--- Task prompt ---
Give the number of lines in the records below that contain the word "JSON". State only that number.

--- Source data ---
========================================
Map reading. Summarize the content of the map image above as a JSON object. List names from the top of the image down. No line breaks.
========================================
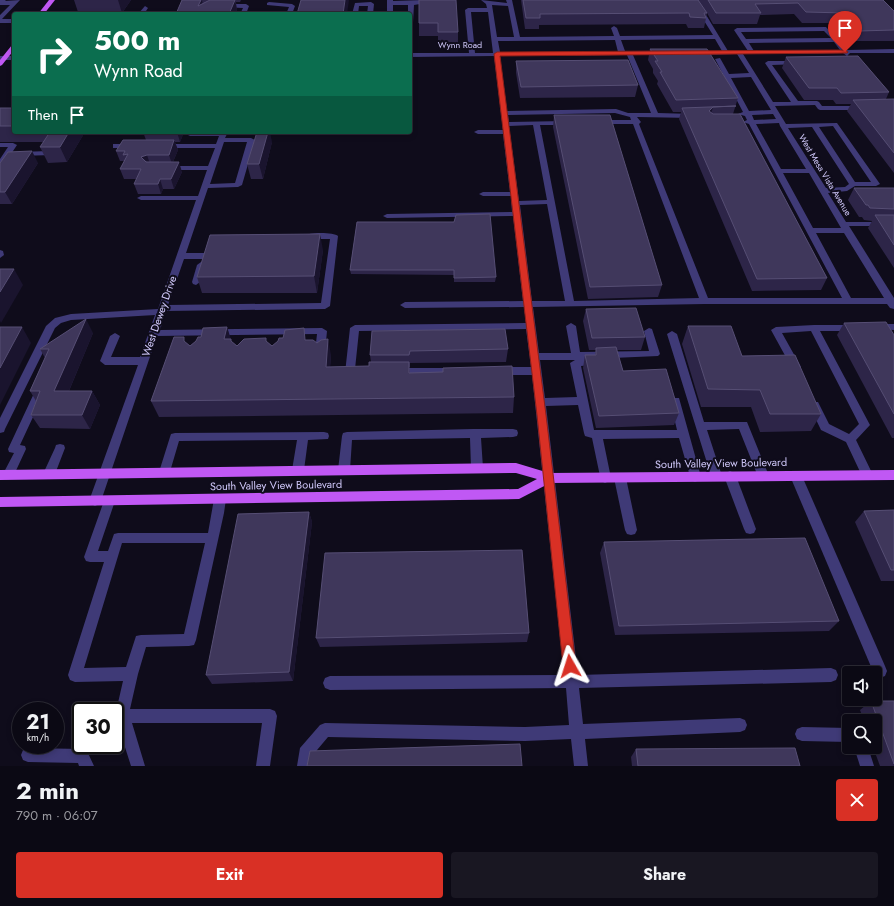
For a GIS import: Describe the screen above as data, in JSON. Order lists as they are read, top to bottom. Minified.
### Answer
========================================
--- Reply ---
2